Отец Лазарь с таким назначением смирился. Тщательно, как перед Богом, совершал он службы, исповедовал сестер и приходящих мирян, непрестанно молился и ни на что не жаловался, являя окружающим пример честной христианской жизни и терпения.

Как-то раз оказался перед ним на исповеди местный барин из прежних «новых русских». И так случилось, что уже через год после этого знакомства облик обители совершенно изменился, а местные службы стали привлекать все больше людей. В самобытный приход к отцу Лазарю, по примеру барина, съезжались люди состоятельные и важные, предпочитающие везде и всюду придерживаться компании людей своего круга. Слабости у «сливок общества» были схожие. Они охотно признавали за собой алкоголизм, переедание, гордыню, блуд и, как водится, нечистоту на руку. Весь этот багаж, каждый, в момент раскаяния, взваливал на священника, получая взамен строгое обличение, посильную епитимью и облегченную совесть.

Жизнь общины обрела некоторую красочность. Теперь во время постов стены трапезной «видели» не только растительную пищу, но и красную икорочку, отварных мидий и креветок. Святые отцы церкви в своих посланиях об этих дарах моря упомянуть забыли, а потому, при отсутствии сомнений, пища такая вполне сходила за постную.
 
Отец Лазарь больше, чем когда-либо, общался с мирянами, из-за чего меньше проводил времени в чтении и молитвах. Стоит отметить, что долг свой он выполнял, как положено, пусть и без особого рвения. Снижение интереса к духовному возрастанию оправдывал священник преклонными летами и упорядоченностью быта, который он, естественно, за многолетнюю верность свою, заслужил и воспринимал как должное.

Если же нужна была помощь по хозяйству или кому-то из членов сообщества требовался транспорт для поездок, то решались такие сложности телефонным звонком вышеупомянутому барину, который тут же направлял к обители своих подчиненных либо любовницу. Факт многолетних внебрачных отношений подопечных если и смущал духовника, то не настолько, чтобы провинившиеся в сем грехе не допускались к причастию или иным священным таинствам.

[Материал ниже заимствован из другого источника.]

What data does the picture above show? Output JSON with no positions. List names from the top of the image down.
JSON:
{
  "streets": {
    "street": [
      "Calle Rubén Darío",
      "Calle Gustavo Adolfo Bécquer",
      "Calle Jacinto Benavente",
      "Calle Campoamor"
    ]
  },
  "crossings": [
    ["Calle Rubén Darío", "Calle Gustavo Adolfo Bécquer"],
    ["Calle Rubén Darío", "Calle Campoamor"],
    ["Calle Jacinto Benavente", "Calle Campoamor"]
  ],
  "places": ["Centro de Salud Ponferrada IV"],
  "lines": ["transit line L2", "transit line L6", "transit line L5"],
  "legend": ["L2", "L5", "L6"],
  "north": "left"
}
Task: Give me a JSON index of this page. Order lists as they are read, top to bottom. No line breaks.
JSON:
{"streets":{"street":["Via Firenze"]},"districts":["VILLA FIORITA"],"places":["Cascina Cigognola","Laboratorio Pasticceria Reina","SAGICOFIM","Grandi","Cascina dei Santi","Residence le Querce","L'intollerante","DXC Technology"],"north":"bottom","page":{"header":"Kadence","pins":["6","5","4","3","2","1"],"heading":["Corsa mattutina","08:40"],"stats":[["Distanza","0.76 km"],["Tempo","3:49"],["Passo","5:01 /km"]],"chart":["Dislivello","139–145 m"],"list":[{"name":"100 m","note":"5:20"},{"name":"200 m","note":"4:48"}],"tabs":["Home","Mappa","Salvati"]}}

Барин образ жизни своей менять не собирался, но вину свою чувствовал, а потому имел склонность впадать в длительные запои. Пьяные загулы его длились месяца по два, а то и больше. В периоды немощи имением и кошельком богача распоряжалась молодая подружка, которая настолько сблизилась с укладом общинной жизни, что навещала обитель порой и дважды на день.

Отец Лазарь на своего лучшего прихожанина повлиять положительно не мог, как ни старался. Сколько бы не велось бесед, барин пить продолжал, и останавливаться не думал.

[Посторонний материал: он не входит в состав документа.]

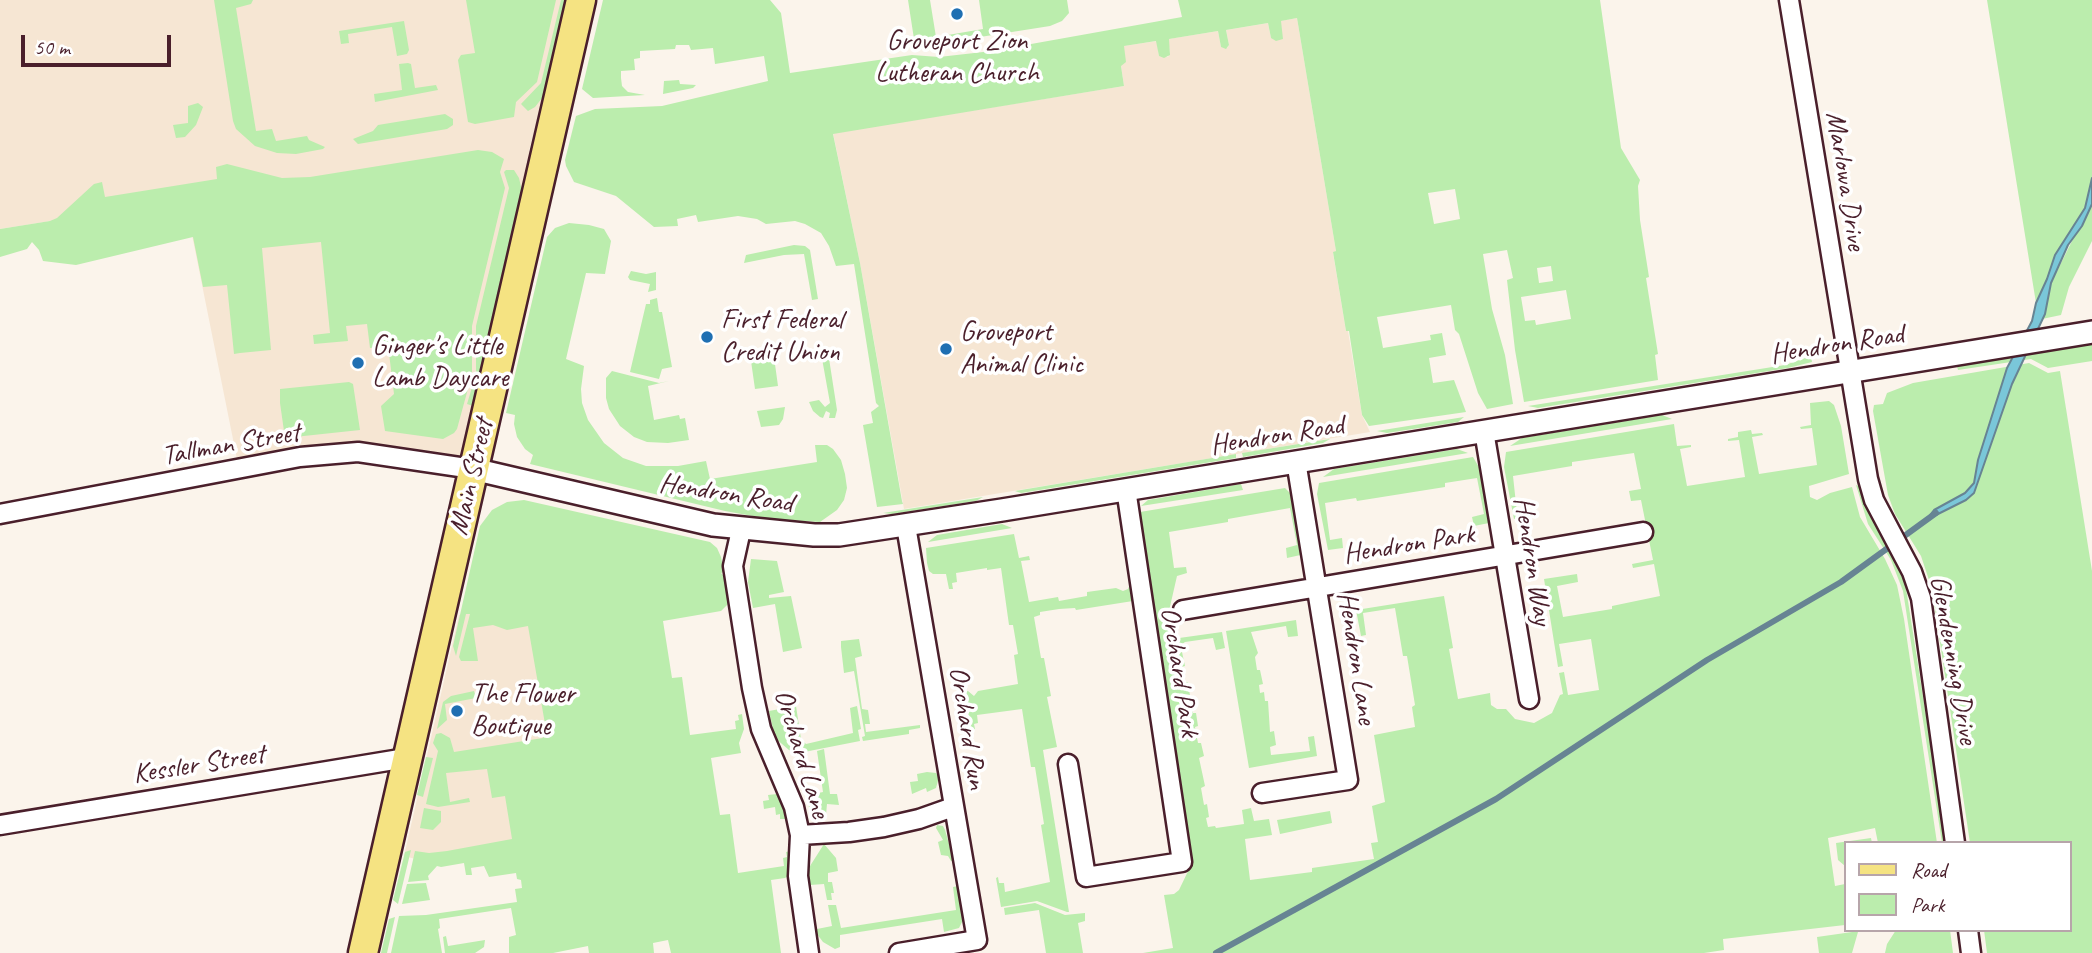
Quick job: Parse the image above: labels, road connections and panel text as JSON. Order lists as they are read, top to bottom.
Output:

Чувствуя в себе силу и уверенность, подкрепленную долгим монашеским путем и финансовыми успехами, батюшка определил, что виной всему бес пьянства. Дабы изгнать сего мучителя души человеческой,  игумен, не рискуя обращаться к епископу за благословением, решил все сделать самолично. Выбрав молитвы для отчитки, он вооружился необходимыми атрибутами и, вместе с возлюбленной бизнесмена, совершил над обуреваемым смертными страстями алкоголиком обряд экзорцизма.

С тех самых пор преследовали его во сне и наяву образы женских округлостей, в прозрачной мягкой ткани выступавшие сквозь дым раскуренного ладана. И мало бы одной беды, но еще и память постоянно воспроизводила то удовольствие, которое он испытал, вдохнув запах многодневного перегара. Сомнительный аромат этот манил и притягивал его к себе пуще восточных благовоний.

Борьба была недолгой: совсем скоро стал отец Лазарь прикладываться к бутылке. Сначала скрывал он это падение, прячась в доме своего младшего друга, распивая на мягких кожаных диванах элитный портвейн и виски, закусывая сии благородные напитки бутербродами-канапе. Но потом, определив не чураться обретенного пристрастия, запирался он в отведенном ему жилище на несколько дней, предаваясь попеременно отчаянию и покаянным молитвам.

Глава 3

Что касается Матрены Ивановны, будни которой превратились в постоянное ожидание посетителей, то в силу деловитости и смелости своего характера, к новому для себя занятию она подошла с большим энтузиазмом.

В доме ее помимо кухни и прихожей имелась маленькая спальная и зала в двенадцать квадратных метров. Дабы не давать повода для злословия, пенсионерка обустроила это свободное пространство с сильным акцентом на религиозность: всю восточную стену занимал иконостас. В серванте, где раньше размещался фарфоровый сервис, теперь разложены были церковные книги, свечи, ладанки и лампадки. Каждая деталь обстановки свидетельствовала о том, что хозяйка дома человеком была верующим и, помогая людям, имела только благие намерения.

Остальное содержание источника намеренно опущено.